Norman Finklestein, a political science professor at DePaul University and author known for his contention that the Holocaust has been exploited for political and financial gain, will speak on campus April 23, an administrator confirmed Monday.
Finklestein, who was originally invited to speak on the same day that former President Jimmy Carter visited campus, saw his visit saved after two student groups agreed to sponsor the event, Assistant Director of Student Activities Sarah Bordeleau said.
"You can never be sure around here, but it looks like the pieces are all falling together, finally," said Kevin Conway '09, who invited Finkelstein.
That Finkelstein will actually speak on campus after much debate reflects how much momentum is still driving the Israeli-Palestinian debate on campus, which, while always present, ignited with Carter's visit in January. He was slated to speak next month until he lost the sponsorships of the newly renamed Students for a Democratic Society-formerly the Radical Student Alliance-and the Arab Culture Club two weeks ago.
Conway received $970 for the event, then co-sponsored by SDS and ACC, from the Union Finance Board several weeks ago.
But when SDS announced that it would not sponsor the event any longer because Conway, a former member of the club, had invited Finkelstein without the club's consent, it became unclear whether Finkelstein would visit at all.
Following SDS's announcement, ACC also pulled its support because the club wouldn't sponsor the event on its own, Farrah Bdour '07, ACC co-president, said.

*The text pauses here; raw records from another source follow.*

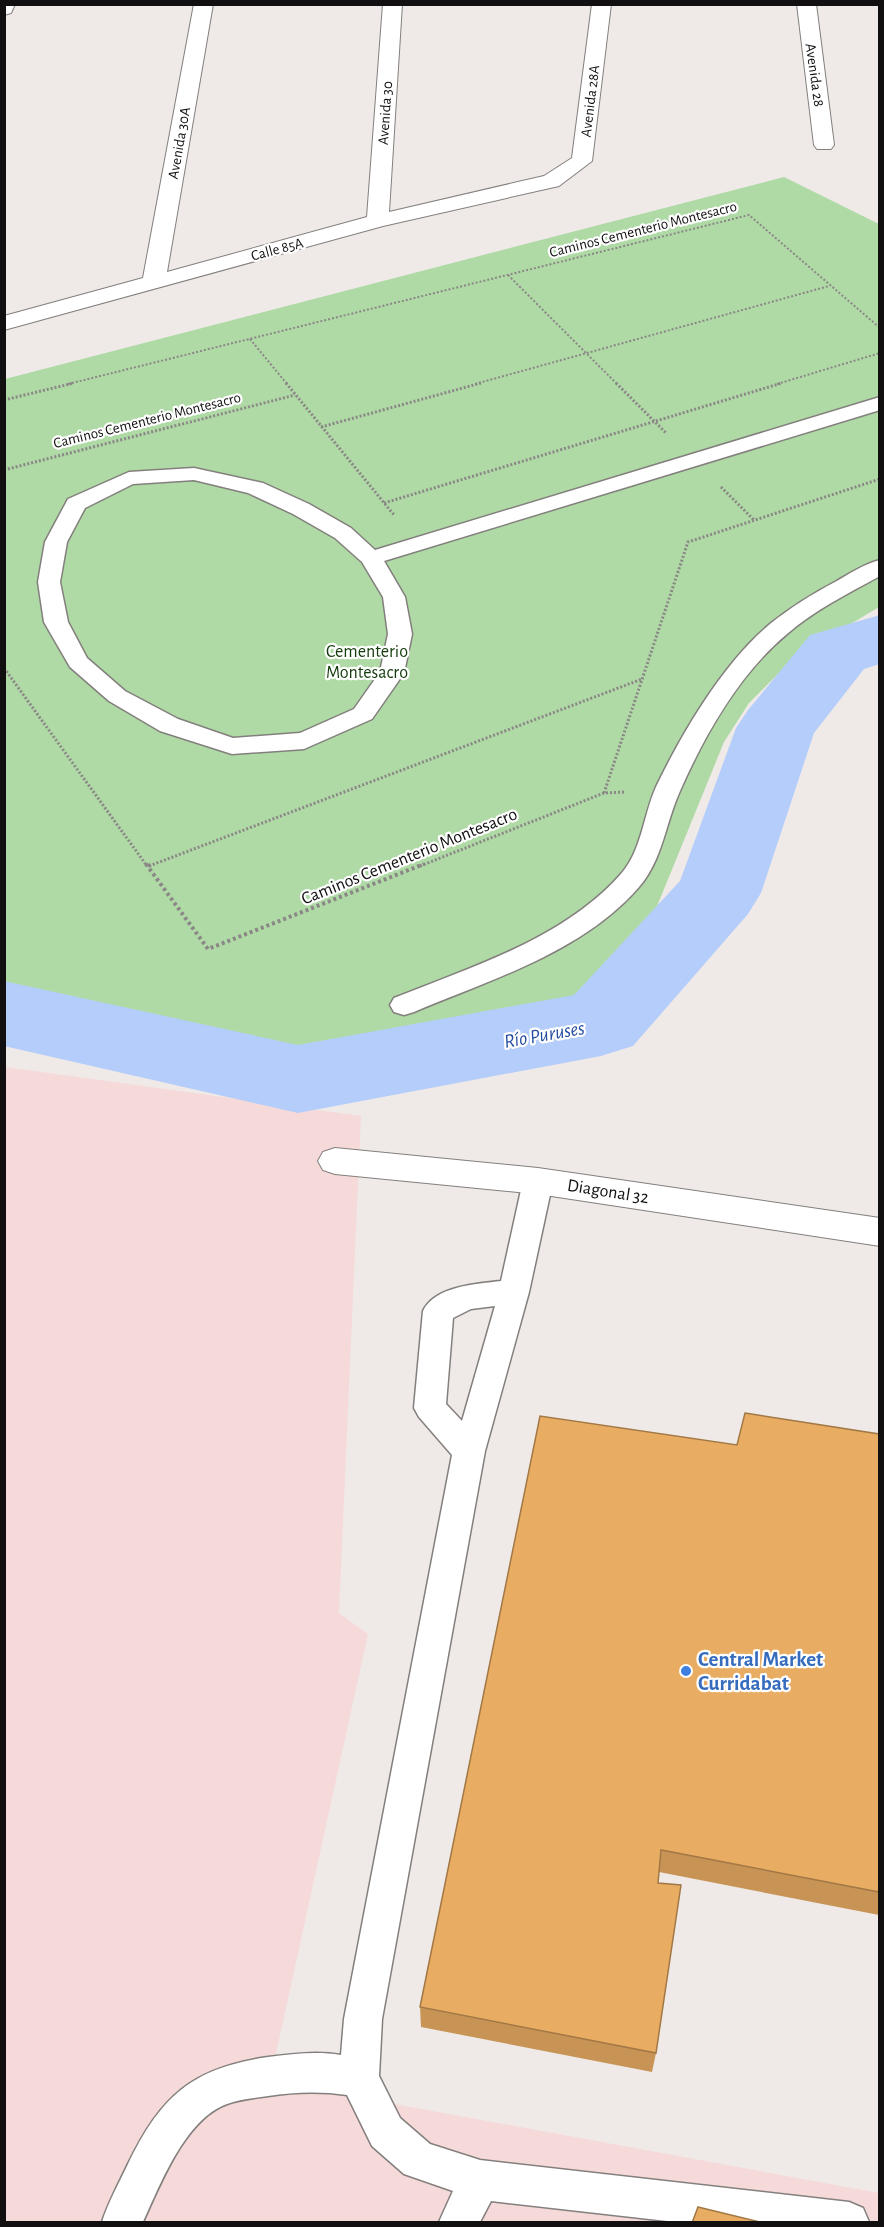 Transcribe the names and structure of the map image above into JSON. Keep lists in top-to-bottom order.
{
  "streets": {
    "street": [
      "Avenida 28",
      "Avenida 28A",
      "Avenida 30",
      "Avenida 30A",
      "Calle 85A",
      "Diagonal 32"
    ],
    "path": ["Caminos Cementerio Montesacro"]
  },
  "crossings": [
    ["Avenida 28A", "Calle 85A"],
    ["Avenida 30", "Calle 85A"],
    ["Avenida 30A", "Calle 85A"]
  ],
  "water": ["Río Puruses"],
  "parks": ["Cementerio Montesacro"],
  "places": ["Central Market Curridabat"]
}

In order to receive F-Board funding, Conway needed club support.
The World Can't Wait club, which seeks to promote student activism and social and political awareness will co-sponsor the event with ACC on its originally scheduled date, Tuesday, April 24, in the Rappaporte Treasure Hall, Conway said.

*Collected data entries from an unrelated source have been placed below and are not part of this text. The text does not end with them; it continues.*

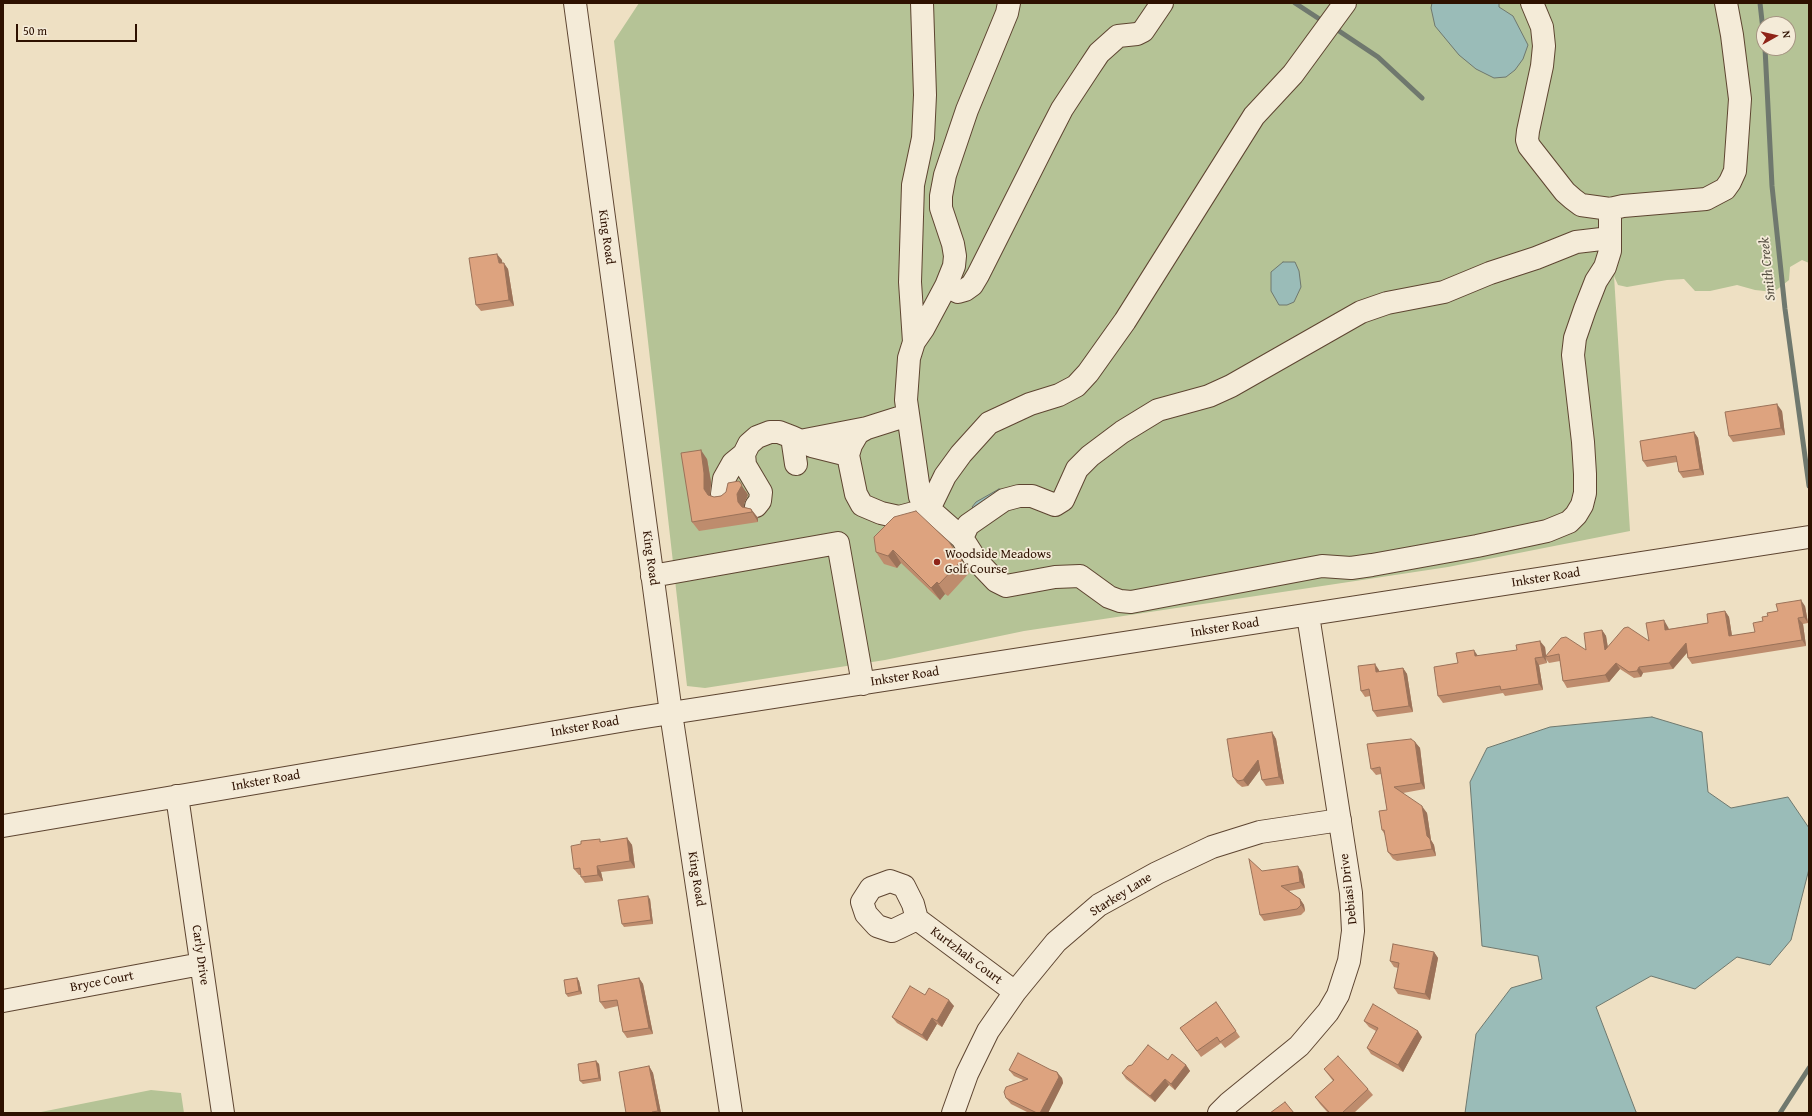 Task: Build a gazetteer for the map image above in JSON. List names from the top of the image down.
{
  "streets": {
    "street": [
      "King Road",
      "Inkster Road",
      "Debiasi Drive",
      "Starkey Lane",
      "Carly Drive",
      "Kurtzhals Court",
      "Bryce Court"
    ]
  },
  "crossings": [
    ["King Road", "Inkster Road"],
    ["Inkster Road", "Debiasi Drive"],
    ["Inkster Road", "Carly Drive"],
    ["Debiasi Drive", "Starkey Lane"],
    ["Starkey Lane", "Kurtzhals Court"],
    ["Carly Drive", "Bryce Court"]
  ],
  "water": ["Smith Creek"],
  "places": ["Woodside Meadows Golf Course"],
  "scale_bar": "50 m",
  "north": "right"
}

He added that Dr. Sara Roy, a senior research scholar at Harvard University's Center for Middle Eastern Studies, will introduce Finkelstein.

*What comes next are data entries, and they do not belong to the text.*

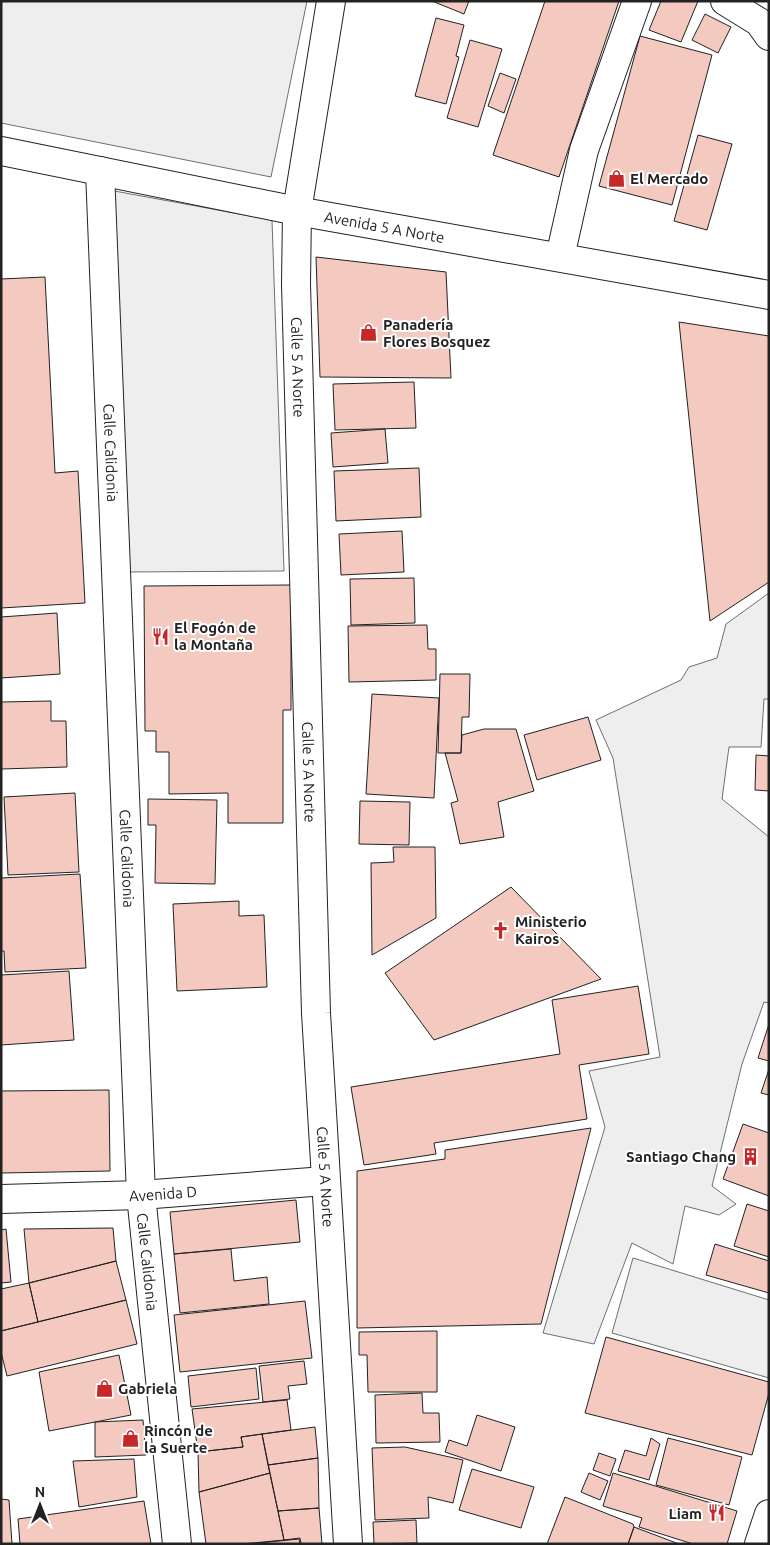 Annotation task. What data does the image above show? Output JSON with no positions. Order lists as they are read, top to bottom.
{
  "streets": {
    "street": [
      "Avenida 5 A Norte",
      "Calle 5 A Norte",
      "Calle Calidonia",
      "Avenida D"
    ]
  },
  "crossings": [
    ["Avenida 5 A Norte", "Calle 5 A Norte"],
    ["Avenida 5 A Norte", "Calle Calidonia"],
    ["Calle 5 A Norte", "Avenida D"],
    ["Calle Calidonia", "Avenida D"]
  ],
  "places": {
    "shop": [
      "El Mercado",
      "Panadería Flores Bosquez",
      "Gabriela",
      "Rincón de la Suerte"
    ],
    "restaurant": ["El Fogón de la Montaña", "Liam"],
    "church": ["Ministerio Kairos"],
    "building": ["Santiago Chang"]
  },
  "north": "top"
} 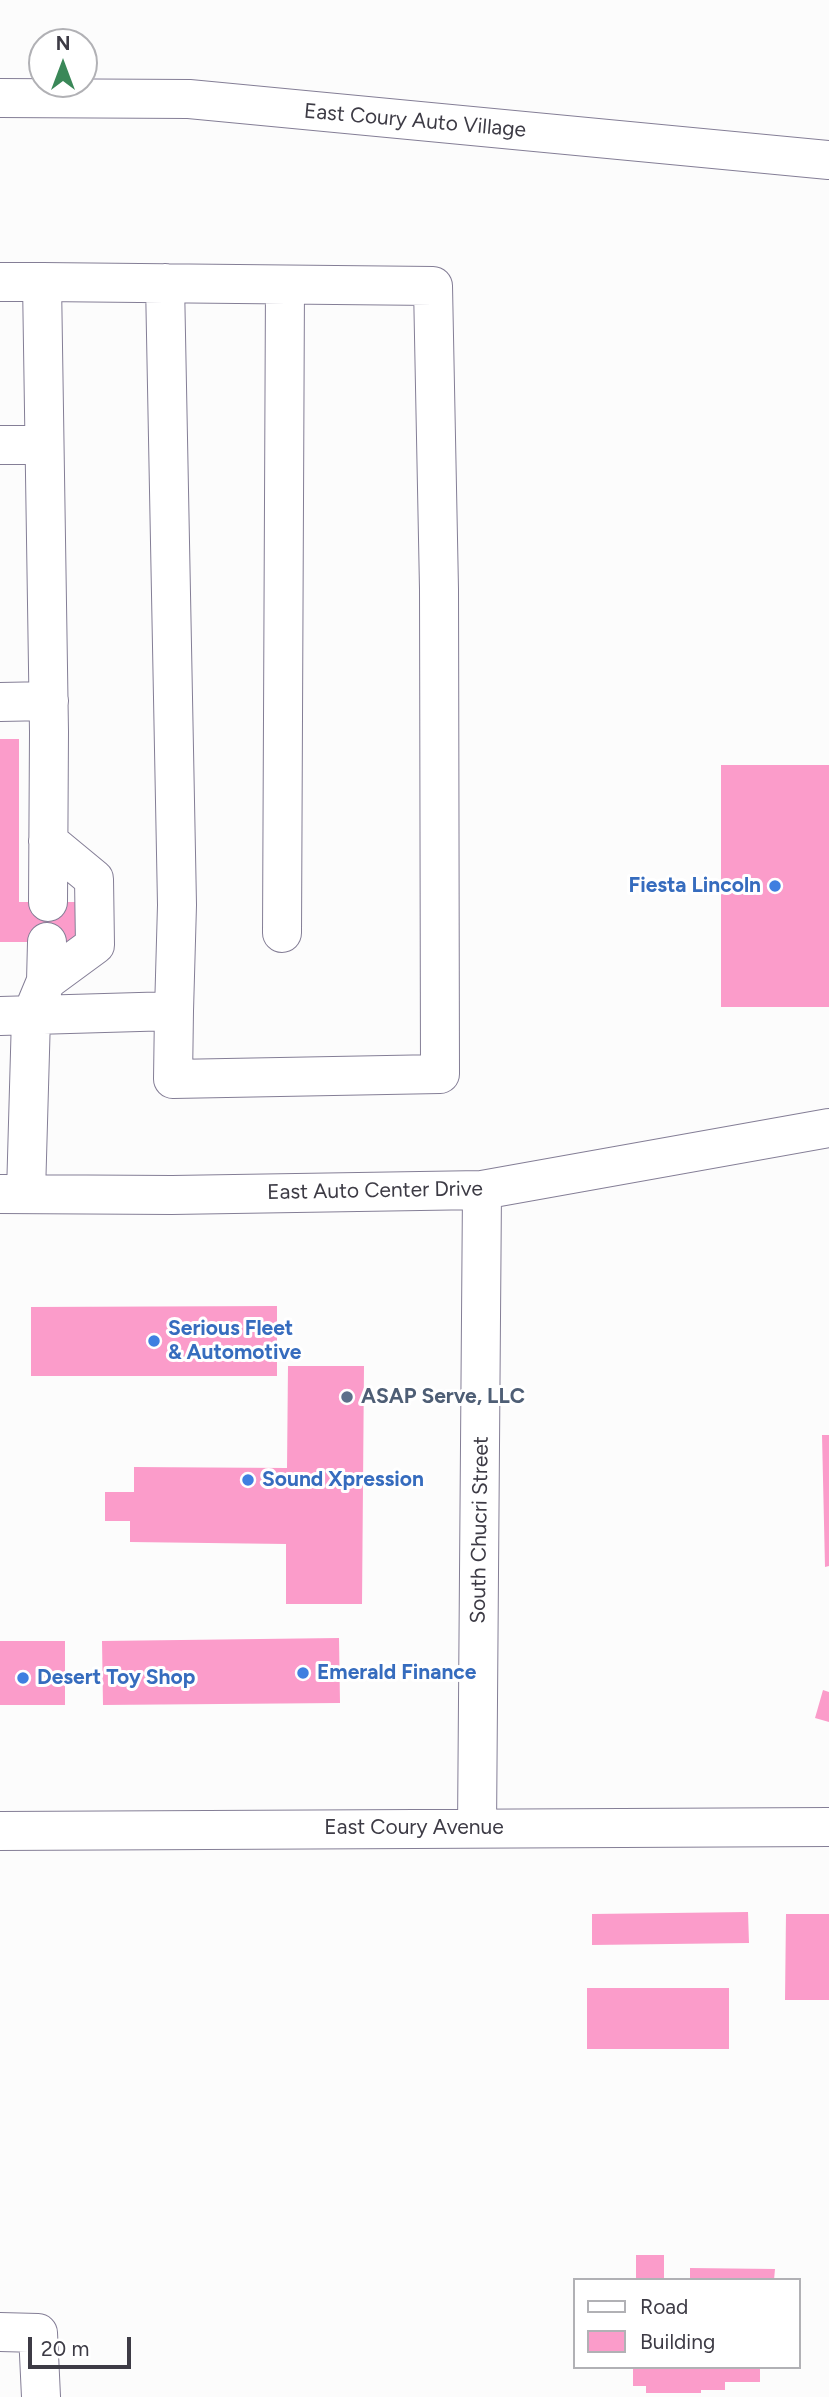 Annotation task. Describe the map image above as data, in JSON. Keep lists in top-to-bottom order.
{
  "streets": {
    "street": [
      "East Coury Auto Village",
      "East Auto Center Drive",
      "South Chucri Street",
      "East Coury Avenue"
    ]
  },
  "crossings": [
    ["East Auto Center Drive", "South Chucri Street"],
    ["South Chucri Street", "East Coury Avenue"]
  ],
  "places": [
    "Fiesta Lincoln",
    "Serious Fleet & Automotive",
    "ASAP Serve, LLC",
    "Sound Xpression",
    "Emerald Finance",
    "Desert Toy Shop"
  ],
  "legend": ["Road", "Building"],
  "scale_bar": "20 m",
  "north": "top"
}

Finkelstein said this week he is "pretty confident that this time [the event] will go through," adding that "Brandeis is, after all, a university before it is a Jewish university."
He said he plans to assert during his speech that Carter's latest book, Palestine: Peace not Apartheid, is not so controversial. Carter addressed the campus last January regarding his highly criticized book.
"Universities are supposed to be about finding the truth," Finkelstein said. "Allowing dissenting opinions to be heard" is a "prerequisite for truth. … If you don't allow for that, then I have to say, 'you're not a university.'"
Daniel Duffy '07, SDS member, told the Justice two weeks ago that he gave Conway his "personal and temporary blessing" to use the club's name as the event's co-sponsor in order to procure funding from the F-Board.
Duffy said the club had not put its full support behind this event. But Conway said he thought he had SDS's support the whole time.
The Department of Student Activities denied Conway's first request to invite Finkelstein to speak the same day as Carter and Harvard law professor Alan Dershowitz in January for logistical reasons.
Dean of Student Rick Sawyer had then deferred both the organizers of the Finkelstein event and a separate student-initiated event featuring neo-conservative Middle East analyst Daniel Pipes to the Student Union's Campaign for Peace-which Union President Alison Schwartzbaum '08 said seeks to contextualize campus discussion on the Middle East-before making further plans. The committee recommended Conway and Jacob Olidort '07, the organizer of the Pipes event, allow for discussion time.
Conway said earlier this month that Finklestein will give a lecture followed by a question-and-answer session.
Olidort said Pipes, who is scheduled to speak on campus the day before Finkelstein, April 23 at 6:30 p.m., will speak for 20 minutes on "The Islamicization of Europe?" followed by a 40-minute open question-and-answer period.
Roy, who will introduce Finkelstein, is the author of over 80 publications on the Palestinian-Israeli conflict and the Palestinian economy. She serves on the advisory board of the American Near East Relief Agency, an American volunteer organization in the Middle East.